Figure 3 shows the schematic representation of a normal ECG. The P wave represents atrial depolarization; the QRS (QRS complex corresponds to a specific part of the ECG considering Q, R, and S waves; It corresponds to the depolarization of the right and left ventricles of the human heart) complex represents ventricular depolarization, and the T wave represents ventricular repolarization.
ECGs are normally printed on a grid. The horizontal axis represents time and the vertical axis represents voltage. In an ECG signal, Leads I, II, and III are called the limb leads. The electrodes that form these signals are located on the limbs—one on each arm and one on the left leg [14,15,16]. The limb leads form the points of what is known as Einthoven’s triangle [17]:
Lead I: the voltage between the left arm (LA) electrode and right arm (RA) electrode.
Lead II: the voltage between the left leg (LL) electrode and the right arm (RA) electrode.
Lead III: the voltage between the left leg (LL) electrode and the left arm (LA) electrode.
Textile electrodes were sewn into bras with conductive yarns, in order to connect them to the ECG device by using snap fastener buttons with crocodile clips (Figure 4). The distance between the electrodes is 14 cm. The size of electrodes is 15 cm2 per electrode. When wearing the bra, the right arm is replaced by the right chest and the left arm by the left chest. In the right and left leg, we connect metallic medical electrodes; therefore, the performance of textile electrodes is more relevant in the first lead (lead I) because it represents the voltage between two sewn textile electrodes.

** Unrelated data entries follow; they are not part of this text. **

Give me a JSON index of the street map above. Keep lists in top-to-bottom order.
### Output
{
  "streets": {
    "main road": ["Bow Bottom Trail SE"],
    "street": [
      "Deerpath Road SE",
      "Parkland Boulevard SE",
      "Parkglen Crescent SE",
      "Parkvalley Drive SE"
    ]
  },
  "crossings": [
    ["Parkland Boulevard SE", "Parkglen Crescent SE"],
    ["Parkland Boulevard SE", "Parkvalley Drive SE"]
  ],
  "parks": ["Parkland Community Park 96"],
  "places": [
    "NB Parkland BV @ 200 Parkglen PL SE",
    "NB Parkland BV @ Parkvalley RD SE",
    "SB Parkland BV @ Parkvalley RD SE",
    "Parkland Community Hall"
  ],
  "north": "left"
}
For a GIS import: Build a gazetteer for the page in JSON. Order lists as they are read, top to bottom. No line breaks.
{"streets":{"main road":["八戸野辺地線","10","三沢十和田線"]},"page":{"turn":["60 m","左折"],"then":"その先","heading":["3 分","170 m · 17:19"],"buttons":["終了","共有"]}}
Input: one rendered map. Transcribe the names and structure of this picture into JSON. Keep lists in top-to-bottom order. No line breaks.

In order to reduce muscle movements and respiratory artifacts, as a first measurement, the volunteer was sitting at rest. This position allows obtaining high-quality signals that can be used to detect heart function anomalies. The above ECG measurement tests conducted for static postures were recorded successfully with no prior skin preparation or application of conductive gels. With the cotton and polyamide electrodes, decent ECG signals were obtained for medical analysis. Figure 5 and Figure 6 show that before and after 50 washing cycles, the P and Q wave and QRS complex corresponding to the different phases of polarization and depolarization of cardiac cells were easily observed in the signals recorded using both the cotton and polyamide electrodes. The ST (the ST segment is the interval between S and T waves; it is important to have a clear view of it to track ischemic issues) segment was also observed, which is very important for myocardial ischemia and ventricular arrhythmias detection. However, for the polyester-based PEDOT:PSS-coated electrodes (Figure 7), P, QRS, and T waves were not recognizable; therefore, the acquired signals from the polyester electrodes were not acceptable for our application. This failure is due not only to the lower quantity of PEDOT:PSS absorbed by polyester, but also to the high contact impedance between the skin and the polyester electrode.
ECG signals were evaluated after 50 washing cycles, captured by the cotton and polyamide electrodes in motion to investigate if these electrodes are proper for long-term monitoring where no skin preparation is allowed and no gel is added. ECG measurements were conducted in three different postures: sitting on a chair with arms on a desk, walking, and climbing stairs. Good-quality signals should be obtained from a woman wearing a bra containing textile electrodes as she goes through her daily routine.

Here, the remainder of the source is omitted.